[AIM OF THE TASK] Every line below that holds the string "setLineDash" should be copied out.

[EXERCISE DATA]
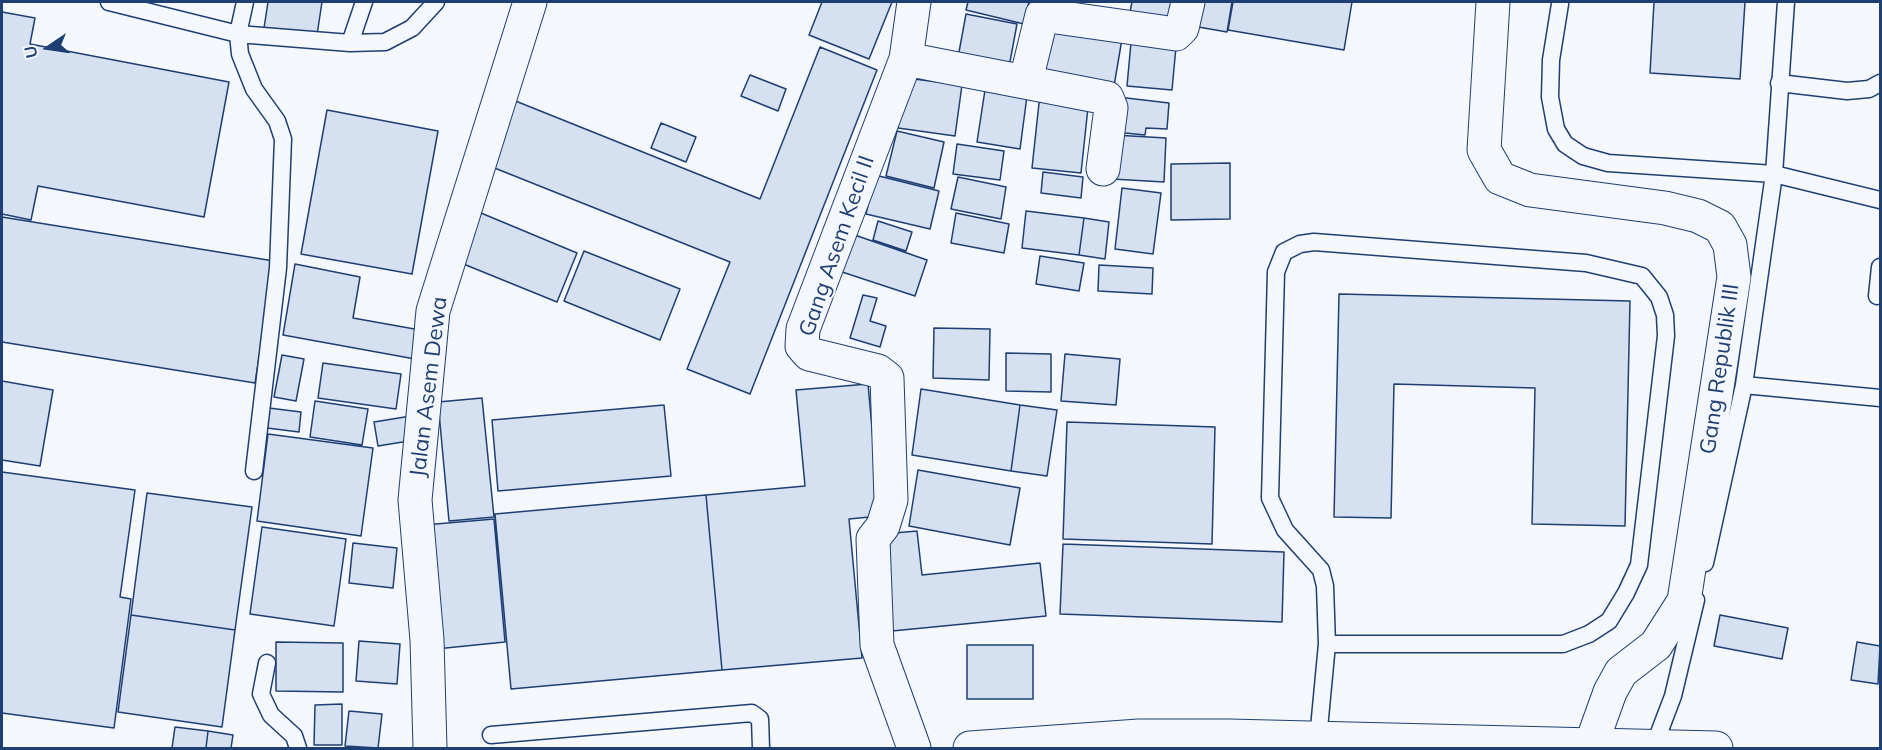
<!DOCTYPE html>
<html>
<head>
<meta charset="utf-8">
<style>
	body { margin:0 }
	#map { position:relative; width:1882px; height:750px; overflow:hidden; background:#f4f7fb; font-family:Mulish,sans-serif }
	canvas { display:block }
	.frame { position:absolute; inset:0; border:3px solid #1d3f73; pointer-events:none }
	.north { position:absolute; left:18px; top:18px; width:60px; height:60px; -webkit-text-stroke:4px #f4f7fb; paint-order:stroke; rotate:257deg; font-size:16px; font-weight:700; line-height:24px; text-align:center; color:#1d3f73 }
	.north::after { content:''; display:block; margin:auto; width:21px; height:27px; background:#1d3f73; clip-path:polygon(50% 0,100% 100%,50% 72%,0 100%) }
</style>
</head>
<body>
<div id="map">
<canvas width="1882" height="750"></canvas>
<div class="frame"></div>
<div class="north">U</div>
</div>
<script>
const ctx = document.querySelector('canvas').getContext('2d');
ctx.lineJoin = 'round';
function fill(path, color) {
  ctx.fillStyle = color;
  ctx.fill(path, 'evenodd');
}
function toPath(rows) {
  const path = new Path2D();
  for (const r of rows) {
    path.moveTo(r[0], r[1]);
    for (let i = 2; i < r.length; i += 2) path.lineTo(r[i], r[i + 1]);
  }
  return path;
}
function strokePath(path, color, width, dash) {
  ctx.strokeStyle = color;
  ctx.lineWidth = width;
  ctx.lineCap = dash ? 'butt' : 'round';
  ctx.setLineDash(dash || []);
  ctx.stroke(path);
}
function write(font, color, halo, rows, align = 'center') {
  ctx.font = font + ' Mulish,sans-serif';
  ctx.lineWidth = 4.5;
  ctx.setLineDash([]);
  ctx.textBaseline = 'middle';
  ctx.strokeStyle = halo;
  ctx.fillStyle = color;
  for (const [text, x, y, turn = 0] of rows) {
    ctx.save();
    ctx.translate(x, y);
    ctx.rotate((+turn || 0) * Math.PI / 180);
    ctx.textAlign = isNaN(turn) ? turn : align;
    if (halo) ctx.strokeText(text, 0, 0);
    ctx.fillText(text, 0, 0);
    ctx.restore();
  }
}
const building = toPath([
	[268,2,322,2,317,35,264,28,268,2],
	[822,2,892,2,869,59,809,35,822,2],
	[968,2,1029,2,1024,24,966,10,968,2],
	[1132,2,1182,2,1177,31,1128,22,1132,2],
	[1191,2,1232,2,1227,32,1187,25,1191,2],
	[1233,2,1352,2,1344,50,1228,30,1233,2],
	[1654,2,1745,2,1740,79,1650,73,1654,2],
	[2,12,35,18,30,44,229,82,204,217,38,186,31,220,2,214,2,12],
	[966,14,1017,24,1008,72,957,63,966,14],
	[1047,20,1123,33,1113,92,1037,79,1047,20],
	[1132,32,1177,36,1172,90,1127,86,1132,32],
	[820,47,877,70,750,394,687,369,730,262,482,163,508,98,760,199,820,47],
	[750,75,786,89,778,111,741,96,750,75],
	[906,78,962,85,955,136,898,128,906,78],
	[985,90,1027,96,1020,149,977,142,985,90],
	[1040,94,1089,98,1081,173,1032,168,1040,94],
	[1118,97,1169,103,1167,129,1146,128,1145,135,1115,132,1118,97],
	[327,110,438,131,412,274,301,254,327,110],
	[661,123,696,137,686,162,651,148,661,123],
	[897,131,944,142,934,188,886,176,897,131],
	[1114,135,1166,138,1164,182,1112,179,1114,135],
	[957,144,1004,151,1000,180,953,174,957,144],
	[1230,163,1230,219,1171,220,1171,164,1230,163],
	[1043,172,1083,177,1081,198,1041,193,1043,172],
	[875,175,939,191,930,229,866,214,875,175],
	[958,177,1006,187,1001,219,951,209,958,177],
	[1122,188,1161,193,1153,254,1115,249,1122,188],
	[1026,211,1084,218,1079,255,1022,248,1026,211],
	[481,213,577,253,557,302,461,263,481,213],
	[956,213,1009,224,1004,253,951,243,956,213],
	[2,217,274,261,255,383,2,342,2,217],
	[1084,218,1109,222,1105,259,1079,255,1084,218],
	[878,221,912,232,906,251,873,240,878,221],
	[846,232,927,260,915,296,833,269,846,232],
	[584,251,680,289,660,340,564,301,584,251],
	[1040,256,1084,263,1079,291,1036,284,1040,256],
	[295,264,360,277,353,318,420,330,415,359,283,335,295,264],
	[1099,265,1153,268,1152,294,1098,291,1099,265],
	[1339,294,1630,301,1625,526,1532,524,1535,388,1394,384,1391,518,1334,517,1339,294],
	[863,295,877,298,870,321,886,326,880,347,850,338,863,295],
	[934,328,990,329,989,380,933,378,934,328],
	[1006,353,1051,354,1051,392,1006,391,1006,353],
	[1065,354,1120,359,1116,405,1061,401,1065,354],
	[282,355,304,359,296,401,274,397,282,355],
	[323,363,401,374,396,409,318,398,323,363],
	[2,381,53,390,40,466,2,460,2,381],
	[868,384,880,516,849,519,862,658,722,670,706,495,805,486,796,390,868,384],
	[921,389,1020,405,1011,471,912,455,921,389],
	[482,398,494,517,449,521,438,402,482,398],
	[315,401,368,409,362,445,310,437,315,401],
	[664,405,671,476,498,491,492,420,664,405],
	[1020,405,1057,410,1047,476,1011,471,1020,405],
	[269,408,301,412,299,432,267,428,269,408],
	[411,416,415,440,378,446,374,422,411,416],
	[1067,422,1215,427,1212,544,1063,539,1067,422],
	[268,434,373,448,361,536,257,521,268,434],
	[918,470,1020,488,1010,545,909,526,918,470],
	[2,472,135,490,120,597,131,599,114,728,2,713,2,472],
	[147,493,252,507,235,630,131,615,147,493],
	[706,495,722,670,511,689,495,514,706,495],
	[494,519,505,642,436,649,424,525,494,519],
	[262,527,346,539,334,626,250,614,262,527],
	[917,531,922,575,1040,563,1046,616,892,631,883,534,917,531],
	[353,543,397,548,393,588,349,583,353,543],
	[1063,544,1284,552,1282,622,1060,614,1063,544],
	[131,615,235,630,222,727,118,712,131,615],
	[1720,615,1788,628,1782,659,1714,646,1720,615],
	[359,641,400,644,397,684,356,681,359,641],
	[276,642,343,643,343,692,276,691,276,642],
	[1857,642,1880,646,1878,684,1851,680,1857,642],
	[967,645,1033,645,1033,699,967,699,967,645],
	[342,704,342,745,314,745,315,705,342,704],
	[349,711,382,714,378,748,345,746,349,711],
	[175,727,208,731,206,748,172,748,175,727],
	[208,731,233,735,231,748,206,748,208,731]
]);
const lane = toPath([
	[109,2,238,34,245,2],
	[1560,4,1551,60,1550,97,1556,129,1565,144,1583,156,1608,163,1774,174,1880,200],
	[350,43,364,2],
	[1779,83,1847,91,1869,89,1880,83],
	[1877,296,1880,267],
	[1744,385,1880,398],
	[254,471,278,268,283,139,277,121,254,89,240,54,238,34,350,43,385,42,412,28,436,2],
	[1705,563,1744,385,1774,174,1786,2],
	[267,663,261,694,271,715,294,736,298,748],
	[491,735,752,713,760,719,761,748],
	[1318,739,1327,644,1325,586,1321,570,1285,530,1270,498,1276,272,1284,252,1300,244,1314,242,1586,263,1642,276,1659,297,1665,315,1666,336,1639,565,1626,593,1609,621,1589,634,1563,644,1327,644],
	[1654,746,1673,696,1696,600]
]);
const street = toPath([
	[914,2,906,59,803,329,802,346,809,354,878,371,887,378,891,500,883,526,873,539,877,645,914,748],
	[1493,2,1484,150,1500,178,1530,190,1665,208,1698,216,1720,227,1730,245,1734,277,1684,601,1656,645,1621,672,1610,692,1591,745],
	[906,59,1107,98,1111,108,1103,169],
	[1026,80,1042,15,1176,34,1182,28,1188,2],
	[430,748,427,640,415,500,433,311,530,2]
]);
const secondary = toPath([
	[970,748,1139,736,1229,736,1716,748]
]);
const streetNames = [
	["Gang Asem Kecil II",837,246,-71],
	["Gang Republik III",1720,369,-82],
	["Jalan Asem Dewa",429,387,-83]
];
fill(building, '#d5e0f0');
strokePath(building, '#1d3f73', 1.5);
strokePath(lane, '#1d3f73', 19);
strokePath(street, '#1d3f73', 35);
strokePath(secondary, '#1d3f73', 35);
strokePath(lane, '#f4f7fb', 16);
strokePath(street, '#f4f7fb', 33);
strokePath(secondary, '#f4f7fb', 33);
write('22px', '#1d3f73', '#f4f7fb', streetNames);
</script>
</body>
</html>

[RESULT FOR THIS EXERCISE]
  ctx.setLineDash(dash || []);
  ctx.setLineDash([]);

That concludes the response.